Use FaFile() to create a reference to an indexed fasta
file. The reference remains open across calls to methods, avoiding
costly index re-loading.
FaFileList() provides a convenient way of managing a list of
FaFile instances.
Usage
## Constructors
FaFile(file, index=sprintf("%s.fai", file), ...)
FaFileList(...)
## Opening / closing
## S3 method for class 'FaFile'
open(con, ...)
## S3 method for class 'FaFile'
close(con, ...)
## accessors; also path(), index()
## S4 method for signature 'FaFile'
isOpen(con, rw="")
## actions
## S4 method for signature 'FaFile'
indexFa(file, ...)
## S4 method for signature 'FaFile'
scanFaIndex(file, ...)
## S4 method for signature 'FaFileList'
scanFaIndex(file, ..., as=c("GRangesList", "GRanges"))
## S4 method for signature 'FaFile'
seqinfo(x)
## S4 method for signature 'FaFile'
countFa(file, ...)
## S4 method for signature 'FaFile,GRanges'
scanFa(file, param, ...,
as=c("DNAStringSet", "RNAStringSet", "AAStringSet"))
## S4 method for signature 'FaFile,RangesList'
scanFa(file, param, ...,
as=c("DNAStringSet", "RNAStringSet", "AAStringSet"))

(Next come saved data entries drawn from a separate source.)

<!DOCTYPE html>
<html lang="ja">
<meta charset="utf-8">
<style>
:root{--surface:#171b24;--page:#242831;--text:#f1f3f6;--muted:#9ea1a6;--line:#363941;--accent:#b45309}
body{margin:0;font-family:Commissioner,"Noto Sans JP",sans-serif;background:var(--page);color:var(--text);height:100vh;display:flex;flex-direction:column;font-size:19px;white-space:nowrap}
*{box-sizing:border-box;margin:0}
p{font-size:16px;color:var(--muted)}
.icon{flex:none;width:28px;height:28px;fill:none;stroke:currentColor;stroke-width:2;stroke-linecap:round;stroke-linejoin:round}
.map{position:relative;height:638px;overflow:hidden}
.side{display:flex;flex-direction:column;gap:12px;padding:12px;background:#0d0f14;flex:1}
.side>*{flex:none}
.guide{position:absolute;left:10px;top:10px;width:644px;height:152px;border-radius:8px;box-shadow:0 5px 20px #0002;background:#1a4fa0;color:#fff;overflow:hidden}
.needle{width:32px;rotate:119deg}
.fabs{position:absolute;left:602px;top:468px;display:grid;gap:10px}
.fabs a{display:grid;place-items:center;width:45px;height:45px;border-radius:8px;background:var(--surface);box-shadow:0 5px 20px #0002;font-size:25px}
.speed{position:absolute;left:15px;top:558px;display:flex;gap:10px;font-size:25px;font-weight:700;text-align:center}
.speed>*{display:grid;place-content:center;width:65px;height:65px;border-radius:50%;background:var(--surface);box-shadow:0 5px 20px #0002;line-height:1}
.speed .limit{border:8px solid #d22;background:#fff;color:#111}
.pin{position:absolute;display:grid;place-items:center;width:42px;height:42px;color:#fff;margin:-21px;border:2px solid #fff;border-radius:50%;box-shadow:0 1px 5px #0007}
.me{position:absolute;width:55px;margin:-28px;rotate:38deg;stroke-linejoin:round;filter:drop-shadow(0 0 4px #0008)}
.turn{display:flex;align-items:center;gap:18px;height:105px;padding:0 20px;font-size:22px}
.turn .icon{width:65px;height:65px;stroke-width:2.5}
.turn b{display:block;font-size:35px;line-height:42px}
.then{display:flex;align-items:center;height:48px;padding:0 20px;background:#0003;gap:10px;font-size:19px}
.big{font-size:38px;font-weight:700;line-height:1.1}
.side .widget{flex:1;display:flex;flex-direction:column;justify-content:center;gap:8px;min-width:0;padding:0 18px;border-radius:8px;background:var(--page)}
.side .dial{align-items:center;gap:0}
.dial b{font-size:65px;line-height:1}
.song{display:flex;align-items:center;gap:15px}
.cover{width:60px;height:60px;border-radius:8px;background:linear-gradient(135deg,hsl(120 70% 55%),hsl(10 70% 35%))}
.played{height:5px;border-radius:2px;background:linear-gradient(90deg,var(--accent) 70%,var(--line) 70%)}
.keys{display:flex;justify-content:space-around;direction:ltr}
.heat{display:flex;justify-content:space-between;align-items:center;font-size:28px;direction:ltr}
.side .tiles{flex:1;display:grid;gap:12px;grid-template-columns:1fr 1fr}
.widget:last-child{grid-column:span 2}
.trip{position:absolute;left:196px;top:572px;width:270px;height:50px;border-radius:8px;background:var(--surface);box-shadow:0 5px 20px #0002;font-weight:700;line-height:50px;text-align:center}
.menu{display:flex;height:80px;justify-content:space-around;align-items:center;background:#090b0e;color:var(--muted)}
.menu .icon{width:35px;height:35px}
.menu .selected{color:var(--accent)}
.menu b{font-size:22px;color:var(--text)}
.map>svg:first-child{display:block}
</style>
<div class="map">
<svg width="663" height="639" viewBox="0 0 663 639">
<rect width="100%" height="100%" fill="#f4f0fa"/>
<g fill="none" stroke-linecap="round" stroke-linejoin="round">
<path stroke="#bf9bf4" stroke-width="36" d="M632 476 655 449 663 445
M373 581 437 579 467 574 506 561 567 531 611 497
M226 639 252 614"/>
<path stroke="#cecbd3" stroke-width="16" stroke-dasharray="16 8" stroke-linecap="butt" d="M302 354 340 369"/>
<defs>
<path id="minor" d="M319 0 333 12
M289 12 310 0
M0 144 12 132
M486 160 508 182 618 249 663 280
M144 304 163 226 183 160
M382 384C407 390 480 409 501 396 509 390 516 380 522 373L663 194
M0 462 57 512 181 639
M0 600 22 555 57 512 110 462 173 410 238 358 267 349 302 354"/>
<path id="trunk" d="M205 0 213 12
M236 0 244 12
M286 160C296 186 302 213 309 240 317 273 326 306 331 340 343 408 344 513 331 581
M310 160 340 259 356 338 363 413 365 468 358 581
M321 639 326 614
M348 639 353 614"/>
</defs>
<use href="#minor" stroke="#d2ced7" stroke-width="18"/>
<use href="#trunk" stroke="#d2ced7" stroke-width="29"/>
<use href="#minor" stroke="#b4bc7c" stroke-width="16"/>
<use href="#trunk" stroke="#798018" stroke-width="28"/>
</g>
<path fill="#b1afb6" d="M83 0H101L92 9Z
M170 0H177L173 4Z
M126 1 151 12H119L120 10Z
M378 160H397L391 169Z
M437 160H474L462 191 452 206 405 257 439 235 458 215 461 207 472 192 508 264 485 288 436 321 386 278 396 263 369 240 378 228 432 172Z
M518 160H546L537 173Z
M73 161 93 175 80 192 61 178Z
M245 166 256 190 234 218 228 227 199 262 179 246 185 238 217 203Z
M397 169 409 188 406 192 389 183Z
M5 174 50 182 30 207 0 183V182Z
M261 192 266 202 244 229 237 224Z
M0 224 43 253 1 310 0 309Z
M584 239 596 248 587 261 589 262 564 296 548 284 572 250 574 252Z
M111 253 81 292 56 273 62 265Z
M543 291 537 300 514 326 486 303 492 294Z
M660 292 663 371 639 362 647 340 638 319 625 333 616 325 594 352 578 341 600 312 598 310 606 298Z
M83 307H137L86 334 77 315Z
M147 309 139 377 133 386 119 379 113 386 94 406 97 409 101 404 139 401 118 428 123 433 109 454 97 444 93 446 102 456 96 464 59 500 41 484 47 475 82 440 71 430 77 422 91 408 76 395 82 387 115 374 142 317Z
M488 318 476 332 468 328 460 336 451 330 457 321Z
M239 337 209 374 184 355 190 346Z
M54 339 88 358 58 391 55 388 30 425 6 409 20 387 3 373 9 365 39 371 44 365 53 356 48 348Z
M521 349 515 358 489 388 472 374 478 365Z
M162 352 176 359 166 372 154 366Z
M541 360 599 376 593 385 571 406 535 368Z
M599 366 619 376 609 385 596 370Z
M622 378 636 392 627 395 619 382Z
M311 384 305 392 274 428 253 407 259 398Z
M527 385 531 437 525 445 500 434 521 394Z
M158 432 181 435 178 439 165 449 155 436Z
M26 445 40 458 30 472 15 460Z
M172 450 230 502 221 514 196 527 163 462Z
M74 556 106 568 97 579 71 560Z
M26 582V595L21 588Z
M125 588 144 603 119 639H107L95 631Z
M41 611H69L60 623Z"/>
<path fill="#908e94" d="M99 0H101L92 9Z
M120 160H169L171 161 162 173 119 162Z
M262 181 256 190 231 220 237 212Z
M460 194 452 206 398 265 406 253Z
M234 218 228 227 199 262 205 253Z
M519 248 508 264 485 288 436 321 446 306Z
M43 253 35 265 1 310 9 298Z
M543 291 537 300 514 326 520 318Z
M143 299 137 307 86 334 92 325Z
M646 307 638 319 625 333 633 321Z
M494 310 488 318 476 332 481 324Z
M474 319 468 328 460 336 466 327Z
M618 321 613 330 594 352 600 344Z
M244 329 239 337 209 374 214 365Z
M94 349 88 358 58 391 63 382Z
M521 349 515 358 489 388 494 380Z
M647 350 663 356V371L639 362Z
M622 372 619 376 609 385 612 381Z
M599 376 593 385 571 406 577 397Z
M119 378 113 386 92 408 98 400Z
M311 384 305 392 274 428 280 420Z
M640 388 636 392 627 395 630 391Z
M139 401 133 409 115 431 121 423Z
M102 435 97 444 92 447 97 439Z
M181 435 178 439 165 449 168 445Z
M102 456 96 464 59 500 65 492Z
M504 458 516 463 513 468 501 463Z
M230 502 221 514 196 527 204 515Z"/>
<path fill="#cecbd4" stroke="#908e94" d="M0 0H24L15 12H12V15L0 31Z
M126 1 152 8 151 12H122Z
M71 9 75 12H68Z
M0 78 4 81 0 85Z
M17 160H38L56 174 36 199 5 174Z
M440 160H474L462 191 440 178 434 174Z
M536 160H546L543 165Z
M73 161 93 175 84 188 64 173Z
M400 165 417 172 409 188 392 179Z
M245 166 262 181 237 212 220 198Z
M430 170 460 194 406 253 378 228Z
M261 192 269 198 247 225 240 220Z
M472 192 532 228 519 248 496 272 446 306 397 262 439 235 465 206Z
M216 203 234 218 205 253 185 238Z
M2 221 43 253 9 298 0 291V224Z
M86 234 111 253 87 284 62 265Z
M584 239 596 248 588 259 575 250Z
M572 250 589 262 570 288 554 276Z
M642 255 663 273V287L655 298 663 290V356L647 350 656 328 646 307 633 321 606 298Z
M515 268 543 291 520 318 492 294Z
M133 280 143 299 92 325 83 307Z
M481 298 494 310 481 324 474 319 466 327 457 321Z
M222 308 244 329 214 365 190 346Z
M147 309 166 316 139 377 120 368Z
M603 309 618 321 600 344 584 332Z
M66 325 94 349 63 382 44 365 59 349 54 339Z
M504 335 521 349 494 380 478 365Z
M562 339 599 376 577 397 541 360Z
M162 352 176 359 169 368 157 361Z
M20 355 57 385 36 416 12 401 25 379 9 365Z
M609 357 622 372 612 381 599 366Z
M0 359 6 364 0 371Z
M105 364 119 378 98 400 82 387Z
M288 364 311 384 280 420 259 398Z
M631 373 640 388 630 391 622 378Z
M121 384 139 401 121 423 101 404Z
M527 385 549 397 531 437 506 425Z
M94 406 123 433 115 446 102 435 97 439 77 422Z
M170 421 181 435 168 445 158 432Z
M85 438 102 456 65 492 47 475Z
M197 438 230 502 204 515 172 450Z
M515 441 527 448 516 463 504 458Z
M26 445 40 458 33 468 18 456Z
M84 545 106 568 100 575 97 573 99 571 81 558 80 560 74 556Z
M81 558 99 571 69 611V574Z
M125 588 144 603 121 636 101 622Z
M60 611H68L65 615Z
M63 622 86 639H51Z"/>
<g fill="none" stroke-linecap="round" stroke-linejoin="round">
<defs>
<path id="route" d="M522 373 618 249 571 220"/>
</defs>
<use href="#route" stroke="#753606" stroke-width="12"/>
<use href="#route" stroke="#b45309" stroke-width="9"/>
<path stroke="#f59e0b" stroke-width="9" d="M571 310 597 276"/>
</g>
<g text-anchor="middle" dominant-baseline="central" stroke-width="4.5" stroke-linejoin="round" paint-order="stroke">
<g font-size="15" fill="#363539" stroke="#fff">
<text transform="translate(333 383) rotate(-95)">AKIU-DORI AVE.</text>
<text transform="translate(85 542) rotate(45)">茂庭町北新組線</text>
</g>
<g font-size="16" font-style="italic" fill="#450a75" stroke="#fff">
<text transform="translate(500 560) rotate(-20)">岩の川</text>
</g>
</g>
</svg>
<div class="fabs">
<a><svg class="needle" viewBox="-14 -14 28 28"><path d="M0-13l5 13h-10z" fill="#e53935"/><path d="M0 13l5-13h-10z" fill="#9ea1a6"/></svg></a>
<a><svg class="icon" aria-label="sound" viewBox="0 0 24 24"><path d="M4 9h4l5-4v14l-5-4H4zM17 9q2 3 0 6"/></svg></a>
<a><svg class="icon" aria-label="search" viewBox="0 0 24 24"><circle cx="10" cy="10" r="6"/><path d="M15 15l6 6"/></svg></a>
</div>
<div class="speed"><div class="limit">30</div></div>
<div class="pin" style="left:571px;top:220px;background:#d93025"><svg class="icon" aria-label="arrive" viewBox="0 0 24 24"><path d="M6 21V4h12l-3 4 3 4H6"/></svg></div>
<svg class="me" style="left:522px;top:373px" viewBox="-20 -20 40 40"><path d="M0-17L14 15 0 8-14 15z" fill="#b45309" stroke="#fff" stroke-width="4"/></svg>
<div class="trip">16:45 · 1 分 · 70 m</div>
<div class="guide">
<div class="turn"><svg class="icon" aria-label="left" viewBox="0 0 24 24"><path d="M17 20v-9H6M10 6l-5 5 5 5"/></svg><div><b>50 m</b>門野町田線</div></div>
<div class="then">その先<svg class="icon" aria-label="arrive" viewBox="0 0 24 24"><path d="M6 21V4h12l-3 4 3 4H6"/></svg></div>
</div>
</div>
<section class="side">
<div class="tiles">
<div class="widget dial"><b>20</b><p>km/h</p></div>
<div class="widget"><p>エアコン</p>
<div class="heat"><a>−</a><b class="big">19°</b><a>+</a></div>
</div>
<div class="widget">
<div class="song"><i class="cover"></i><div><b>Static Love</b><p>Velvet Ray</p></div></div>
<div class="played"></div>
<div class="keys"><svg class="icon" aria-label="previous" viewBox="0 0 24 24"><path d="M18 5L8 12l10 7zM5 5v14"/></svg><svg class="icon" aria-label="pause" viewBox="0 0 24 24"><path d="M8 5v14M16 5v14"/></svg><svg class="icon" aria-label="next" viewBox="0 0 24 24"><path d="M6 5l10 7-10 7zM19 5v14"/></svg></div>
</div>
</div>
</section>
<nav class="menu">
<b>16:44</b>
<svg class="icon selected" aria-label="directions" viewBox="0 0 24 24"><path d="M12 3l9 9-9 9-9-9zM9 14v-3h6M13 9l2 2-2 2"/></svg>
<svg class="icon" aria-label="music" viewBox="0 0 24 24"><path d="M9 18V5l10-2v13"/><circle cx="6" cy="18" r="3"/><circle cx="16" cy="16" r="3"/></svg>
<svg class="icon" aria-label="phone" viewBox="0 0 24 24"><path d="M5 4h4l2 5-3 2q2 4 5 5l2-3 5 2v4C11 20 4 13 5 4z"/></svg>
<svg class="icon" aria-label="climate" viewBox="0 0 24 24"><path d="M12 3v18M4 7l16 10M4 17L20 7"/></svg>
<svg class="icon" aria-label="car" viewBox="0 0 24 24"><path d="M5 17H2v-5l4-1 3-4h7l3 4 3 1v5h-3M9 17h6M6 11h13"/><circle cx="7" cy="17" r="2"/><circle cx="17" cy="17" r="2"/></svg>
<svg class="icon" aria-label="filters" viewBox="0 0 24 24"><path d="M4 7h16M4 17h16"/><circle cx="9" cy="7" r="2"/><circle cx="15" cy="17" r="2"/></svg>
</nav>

## S4 method for signature 'FaFile,missing'
scanFa(file, param, ...,
as=c("DNAStringSet", "RNAStringSet", "AAStringSet"))
## S4 method for signature 'FaFile'
getSeq(x, param, ...)
## S4 method for signature 'FaFileList'
getSeq(x, param, ...)
Arguments
con, x
An instance of FaFile or (for getSeq)
FaFileList.
file, index
A character(1) vector of the fasta or fasta index
file path (for FaFile), or an instance of class FaFile
or FaFileList (for scanFaIndex, getSeq).
param
An optional GRanges or
RangesList instance to select reads (and
sub-sequences) for input. See Methods, below.
...
Additional arguments.
For FaFileList, this can either be a single character
vector of paths to BAM files, or several instances of
FaFile objects.
For scanFa,FaFile,missing-method this can include
arguemnts to readDNAStringSet / readRNAStringSet /
readAAStringSet when param is ‘missing’.
rw
Mode of file; ignored.
as
A character(1) vector indicating the type of object to
return.
For scanFaIndex, default GRangesList, with
index information from each file is returned as an element of the
list.
For scanFa, default DNAStringSet.
GRangesList, index information is collapsed across files into
the unique index elements.
Objects from the Class
Objects are created by calls of the form FaFile().
Fields
The FaFile class inherits fields from the
RsamtoolsFile class.
Functions and methods
FaFileList inherits methods from
RsamtoolsFileList and SimpleList.
Opening / closing:
open.FaFile
Opens the (local or remote) path and
index files. Returns a FaFile instance.
close.FaFile
Closes the FaFilecon; returning
(invisibly) the updated FaFile. The instance may be
re-opened with open.FaFile.
Accessors:
path
Returns a character(1) vector of the fasta path name.
index
Returns a character(1) vector of fasta index name
(minus the '.fai' extension).
Methods:
indexFa
Visit the path in path(file) and create an
index file (with the extension ‘.fai’).
scanFaIndex
Read the sequence names and and widths of
recorded in an indexed fasta file, returning the information as a
GRanges object.
seqinfo
Consult the index file for defined sequences
(seqlevels()) and lengths (seqlengths()).
countFa
Return the number of records in the fasta file.
scanFa
Return the sequences indicated by param as a
DNAStringSet instance. seqnames(param)
selects the sequences to return; start(param) and
end{param} define the (1-based) region of the sequence to
return. Values of end(param) greater than the width of the
sequence cause an error; use seqlengths(FaFile(file)) to
discover sequence widths. When param is missing, all
records are selected. When length(param)==0 no records are
selected.
getSeq
Returns the sequences indicated by param from
the indexed fasta file(s) of file.
For the FaFile method, the return type is a
DNAStringSet. The getSeq,FaFile and
scanFa,FaFile,GRanges methods differ in that getSeq
will reverse complement sequences selected from the minus strand.
For the FaFileList method, the param argument must
be a GRangesList of the same length as file,
creating a one-to-one mapping between the ith element of
file and the ith element of param; the return type
is a SimpleList of DNAStringSet instances, with
elements of the list in the same order as the input elements.